Robert Bly gives that information about Ranier Maria Rilke. Bly states, “With a mother like that we either become a mass murderer or a great poet.”
I grew up in a garden of hate.
One night a few years back when my father was alive and we were both drunk beyond drunk my Dad said, “I have hated you from the moment you were born as in that instant I realized I had to die.”
The next day I was interviewed by one of Canada’s premiere journalists, Michael Valpy.
I told Michael what my Dad had said.
He replied, “First born sons.”
Yes, they fuck us up our parents do.
I grew up in the fires.
So did my brothers and sisters.
So did many of the people who have come into my life.
Michael Valpy wrote in his piece om for THE GLOBE AND MAIL, “Reg Hart is what living in a metropolis is all about.
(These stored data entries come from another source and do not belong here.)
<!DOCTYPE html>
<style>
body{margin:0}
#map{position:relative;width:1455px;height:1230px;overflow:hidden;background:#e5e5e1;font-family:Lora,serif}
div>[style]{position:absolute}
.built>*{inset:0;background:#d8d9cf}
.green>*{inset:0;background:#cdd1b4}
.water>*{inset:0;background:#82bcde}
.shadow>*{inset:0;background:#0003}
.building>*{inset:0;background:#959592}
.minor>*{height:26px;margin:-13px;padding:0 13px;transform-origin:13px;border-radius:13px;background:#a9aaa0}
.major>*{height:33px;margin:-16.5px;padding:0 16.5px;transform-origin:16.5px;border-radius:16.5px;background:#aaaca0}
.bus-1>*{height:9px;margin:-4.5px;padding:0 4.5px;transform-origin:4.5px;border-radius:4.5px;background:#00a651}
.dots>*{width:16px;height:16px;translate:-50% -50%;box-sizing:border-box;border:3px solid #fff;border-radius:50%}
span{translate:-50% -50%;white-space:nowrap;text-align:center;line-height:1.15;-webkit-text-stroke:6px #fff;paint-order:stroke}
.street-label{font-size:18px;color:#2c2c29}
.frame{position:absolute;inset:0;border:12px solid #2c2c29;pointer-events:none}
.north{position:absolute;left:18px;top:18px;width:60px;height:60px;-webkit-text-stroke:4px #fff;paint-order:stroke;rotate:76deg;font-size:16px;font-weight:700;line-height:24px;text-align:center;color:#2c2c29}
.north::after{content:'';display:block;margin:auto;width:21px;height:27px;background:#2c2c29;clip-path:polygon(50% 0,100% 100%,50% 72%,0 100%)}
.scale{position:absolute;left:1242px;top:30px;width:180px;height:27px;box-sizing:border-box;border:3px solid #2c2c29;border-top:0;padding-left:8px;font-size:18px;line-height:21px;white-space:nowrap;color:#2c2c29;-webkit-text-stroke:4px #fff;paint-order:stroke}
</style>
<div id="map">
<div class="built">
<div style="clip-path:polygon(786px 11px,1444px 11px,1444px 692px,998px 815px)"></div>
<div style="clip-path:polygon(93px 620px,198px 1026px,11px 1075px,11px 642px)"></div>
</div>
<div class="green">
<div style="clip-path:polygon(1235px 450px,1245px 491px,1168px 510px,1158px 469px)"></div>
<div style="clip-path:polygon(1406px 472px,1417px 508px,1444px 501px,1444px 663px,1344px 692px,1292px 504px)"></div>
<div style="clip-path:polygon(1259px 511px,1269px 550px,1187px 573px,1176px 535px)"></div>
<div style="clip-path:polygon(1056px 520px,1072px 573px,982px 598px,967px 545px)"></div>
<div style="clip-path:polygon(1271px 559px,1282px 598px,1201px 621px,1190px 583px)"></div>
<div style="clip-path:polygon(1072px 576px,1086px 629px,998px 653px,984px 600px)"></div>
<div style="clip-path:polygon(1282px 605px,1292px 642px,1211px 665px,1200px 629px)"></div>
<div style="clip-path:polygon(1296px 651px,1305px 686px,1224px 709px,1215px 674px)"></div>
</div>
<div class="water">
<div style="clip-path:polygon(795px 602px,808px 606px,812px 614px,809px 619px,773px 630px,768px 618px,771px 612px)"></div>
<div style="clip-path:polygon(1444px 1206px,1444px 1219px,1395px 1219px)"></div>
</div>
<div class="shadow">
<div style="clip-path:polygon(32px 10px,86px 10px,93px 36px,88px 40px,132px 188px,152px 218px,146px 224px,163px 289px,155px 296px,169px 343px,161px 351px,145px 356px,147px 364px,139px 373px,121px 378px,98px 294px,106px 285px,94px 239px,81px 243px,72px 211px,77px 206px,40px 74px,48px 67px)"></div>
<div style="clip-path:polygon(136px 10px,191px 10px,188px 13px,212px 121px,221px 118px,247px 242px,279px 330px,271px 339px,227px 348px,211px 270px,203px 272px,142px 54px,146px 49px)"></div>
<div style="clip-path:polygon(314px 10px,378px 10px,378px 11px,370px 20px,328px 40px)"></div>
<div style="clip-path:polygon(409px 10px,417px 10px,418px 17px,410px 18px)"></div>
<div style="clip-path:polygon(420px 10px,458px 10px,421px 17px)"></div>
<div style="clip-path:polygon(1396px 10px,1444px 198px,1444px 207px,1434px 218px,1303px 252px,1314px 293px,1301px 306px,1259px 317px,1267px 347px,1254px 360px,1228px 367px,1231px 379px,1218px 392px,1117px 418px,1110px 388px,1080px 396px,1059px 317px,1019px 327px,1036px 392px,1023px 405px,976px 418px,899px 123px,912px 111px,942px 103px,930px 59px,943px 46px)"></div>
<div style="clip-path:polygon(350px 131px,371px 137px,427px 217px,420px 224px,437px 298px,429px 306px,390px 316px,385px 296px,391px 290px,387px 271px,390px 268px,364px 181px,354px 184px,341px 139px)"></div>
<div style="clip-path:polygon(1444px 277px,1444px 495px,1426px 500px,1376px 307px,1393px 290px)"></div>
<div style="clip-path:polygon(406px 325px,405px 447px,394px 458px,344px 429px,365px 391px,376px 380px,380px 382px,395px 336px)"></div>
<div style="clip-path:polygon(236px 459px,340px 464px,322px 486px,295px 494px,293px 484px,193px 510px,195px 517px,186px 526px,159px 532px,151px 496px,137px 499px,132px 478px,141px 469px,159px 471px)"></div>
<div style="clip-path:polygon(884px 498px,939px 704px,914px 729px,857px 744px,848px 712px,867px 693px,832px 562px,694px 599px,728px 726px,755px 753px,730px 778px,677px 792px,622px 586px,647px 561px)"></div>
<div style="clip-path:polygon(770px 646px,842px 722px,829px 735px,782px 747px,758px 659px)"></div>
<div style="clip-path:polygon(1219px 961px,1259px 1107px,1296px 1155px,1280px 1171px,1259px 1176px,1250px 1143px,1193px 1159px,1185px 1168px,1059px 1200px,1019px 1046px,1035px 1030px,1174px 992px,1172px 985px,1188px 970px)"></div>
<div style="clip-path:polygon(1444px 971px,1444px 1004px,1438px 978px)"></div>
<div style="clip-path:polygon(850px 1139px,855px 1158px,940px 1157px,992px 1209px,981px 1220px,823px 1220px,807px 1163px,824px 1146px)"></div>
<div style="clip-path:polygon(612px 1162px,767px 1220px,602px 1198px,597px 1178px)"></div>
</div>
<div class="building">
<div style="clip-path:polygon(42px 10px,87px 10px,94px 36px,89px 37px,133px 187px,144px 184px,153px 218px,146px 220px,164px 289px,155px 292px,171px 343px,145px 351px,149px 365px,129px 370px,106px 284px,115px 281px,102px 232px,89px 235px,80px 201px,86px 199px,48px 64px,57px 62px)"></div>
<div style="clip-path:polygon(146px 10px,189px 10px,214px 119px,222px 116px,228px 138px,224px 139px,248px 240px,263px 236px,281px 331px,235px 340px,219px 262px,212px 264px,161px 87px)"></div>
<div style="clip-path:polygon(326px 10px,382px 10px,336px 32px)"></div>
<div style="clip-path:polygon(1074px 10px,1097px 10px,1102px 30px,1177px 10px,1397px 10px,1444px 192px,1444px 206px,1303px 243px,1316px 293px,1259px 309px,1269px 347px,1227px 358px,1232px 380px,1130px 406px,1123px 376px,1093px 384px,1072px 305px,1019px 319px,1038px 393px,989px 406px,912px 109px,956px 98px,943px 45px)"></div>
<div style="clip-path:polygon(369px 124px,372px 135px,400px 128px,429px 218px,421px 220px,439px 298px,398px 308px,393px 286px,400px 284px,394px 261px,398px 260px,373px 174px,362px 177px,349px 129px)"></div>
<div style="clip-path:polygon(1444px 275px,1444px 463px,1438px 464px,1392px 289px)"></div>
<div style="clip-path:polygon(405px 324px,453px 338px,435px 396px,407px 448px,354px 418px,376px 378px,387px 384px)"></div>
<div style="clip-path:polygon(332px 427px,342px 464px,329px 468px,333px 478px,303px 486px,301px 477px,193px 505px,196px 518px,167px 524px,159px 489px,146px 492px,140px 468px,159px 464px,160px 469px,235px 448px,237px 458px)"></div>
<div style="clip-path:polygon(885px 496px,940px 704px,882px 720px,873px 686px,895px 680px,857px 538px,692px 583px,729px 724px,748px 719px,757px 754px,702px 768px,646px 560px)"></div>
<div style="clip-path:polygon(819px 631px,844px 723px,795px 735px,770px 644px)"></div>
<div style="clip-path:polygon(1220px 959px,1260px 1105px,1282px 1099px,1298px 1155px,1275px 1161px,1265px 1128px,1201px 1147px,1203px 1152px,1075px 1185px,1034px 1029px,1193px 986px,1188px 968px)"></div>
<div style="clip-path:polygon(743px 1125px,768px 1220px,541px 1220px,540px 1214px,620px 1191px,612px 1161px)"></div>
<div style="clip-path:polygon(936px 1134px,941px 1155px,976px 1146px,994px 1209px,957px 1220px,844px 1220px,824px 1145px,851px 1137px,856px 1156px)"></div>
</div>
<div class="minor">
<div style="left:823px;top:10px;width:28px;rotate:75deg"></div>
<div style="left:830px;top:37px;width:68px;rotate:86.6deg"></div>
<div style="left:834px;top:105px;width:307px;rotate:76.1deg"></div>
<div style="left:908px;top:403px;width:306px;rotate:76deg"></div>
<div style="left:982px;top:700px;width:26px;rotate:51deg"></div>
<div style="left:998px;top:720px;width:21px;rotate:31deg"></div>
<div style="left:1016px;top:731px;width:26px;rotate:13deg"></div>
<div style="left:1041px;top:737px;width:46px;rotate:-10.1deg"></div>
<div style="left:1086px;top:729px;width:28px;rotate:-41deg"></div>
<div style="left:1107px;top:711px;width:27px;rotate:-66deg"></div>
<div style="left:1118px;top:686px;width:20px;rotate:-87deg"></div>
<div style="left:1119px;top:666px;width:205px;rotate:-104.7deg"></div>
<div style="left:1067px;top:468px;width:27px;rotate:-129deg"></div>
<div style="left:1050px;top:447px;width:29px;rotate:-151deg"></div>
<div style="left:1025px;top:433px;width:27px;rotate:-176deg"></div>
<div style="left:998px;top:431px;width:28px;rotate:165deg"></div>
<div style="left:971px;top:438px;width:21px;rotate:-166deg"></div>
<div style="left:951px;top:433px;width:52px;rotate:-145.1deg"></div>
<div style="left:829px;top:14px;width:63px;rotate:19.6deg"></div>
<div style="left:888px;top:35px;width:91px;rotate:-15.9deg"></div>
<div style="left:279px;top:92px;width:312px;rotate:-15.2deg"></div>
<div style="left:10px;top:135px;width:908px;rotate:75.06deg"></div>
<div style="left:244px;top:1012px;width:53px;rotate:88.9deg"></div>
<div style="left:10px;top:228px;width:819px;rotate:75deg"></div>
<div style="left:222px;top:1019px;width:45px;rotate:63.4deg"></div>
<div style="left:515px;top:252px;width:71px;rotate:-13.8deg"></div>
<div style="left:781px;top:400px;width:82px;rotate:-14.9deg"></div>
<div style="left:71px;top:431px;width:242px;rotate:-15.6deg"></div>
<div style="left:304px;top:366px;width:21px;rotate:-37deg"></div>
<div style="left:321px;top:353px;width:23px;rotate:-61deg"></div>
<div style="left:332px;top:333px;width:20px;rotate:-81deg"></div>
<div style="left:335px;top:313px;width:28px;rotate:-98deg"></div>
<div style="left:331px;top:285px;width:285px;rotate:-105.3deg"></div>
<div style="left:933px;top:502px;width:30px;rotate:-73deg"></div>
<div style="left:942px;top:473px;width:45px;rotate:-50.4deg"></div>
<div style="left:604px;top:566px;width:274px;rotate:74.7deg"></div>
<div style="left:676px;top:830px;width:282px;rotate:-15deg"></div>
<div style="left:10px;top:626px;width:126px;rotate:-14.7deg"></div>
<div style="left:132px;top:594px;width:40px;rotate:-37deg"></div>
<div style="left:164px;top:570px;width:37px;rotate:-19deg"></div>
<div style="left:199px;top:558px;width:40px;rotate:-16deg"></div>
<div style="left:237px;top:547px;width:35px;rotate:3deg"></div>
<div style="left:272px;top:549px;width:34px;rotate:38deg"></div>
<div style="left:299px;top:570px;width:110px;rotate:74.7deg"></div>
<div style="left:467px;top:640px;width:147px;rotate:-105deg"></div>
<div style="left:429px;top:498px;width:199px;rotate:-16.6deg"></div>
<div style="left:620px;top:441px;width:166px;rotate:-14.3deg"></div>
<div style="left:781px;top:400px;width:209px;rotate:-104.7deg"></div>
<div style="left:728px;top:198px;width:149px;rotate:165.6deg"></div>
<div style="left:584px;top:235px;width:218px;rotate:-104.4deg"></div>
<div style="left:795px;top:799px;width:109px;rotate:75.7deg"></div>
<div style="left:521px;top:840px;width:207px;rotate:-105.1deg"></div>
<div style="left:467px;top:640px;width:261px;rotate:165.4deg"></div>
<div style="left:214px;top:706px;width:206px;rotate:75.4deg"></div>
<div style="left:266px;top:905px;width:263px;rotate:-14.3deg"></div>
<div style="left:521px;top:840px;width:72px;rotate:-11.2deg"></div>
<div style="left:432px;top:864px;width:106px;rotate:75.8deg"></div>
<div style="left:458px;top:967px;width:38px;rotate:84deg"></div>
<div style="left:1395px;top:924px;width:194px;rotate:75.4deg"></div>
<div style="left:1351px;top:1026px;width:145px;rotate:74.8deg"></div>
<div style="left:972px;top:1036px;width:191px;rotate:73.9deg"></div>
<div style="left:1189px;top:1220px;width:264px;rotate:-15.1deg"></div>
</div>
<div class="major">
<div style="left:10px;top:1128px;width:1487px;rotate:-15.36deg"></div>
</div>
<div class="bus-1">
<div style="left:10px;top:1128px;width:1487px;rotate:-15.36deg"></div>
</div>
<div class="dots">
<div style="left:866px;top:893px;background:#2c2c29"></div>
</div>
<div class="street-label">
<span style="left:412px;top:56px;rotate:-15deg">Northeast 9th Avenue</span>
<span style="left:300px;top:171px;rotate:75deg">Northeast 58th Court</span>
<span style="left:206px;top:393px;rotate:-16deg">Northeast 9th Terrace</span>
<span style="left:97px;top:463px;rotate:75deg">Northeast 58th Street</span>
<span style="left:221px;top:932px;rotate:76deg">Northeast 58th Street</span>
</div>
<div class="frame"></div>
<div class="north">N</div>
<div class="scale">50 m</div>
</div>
He personifies the city as a meeting place of ideas, as a feast of experience and discussion and debate, as a triumph of the original and provoking over the banal and soporific .”
That’s something we all have to rise over.
Join me 2pm Thursday.
Moses Znaimer never listened to what I have to say nor did he ever say, “Hey, Reg Hartt, you belong on my stage.”
Over a few beers in her home Jane Jacobs suddenly said to me, “The best part of what you have to offer is what you have to say.”
But that was Jane. She was not Moses Znaimer and thank God for that.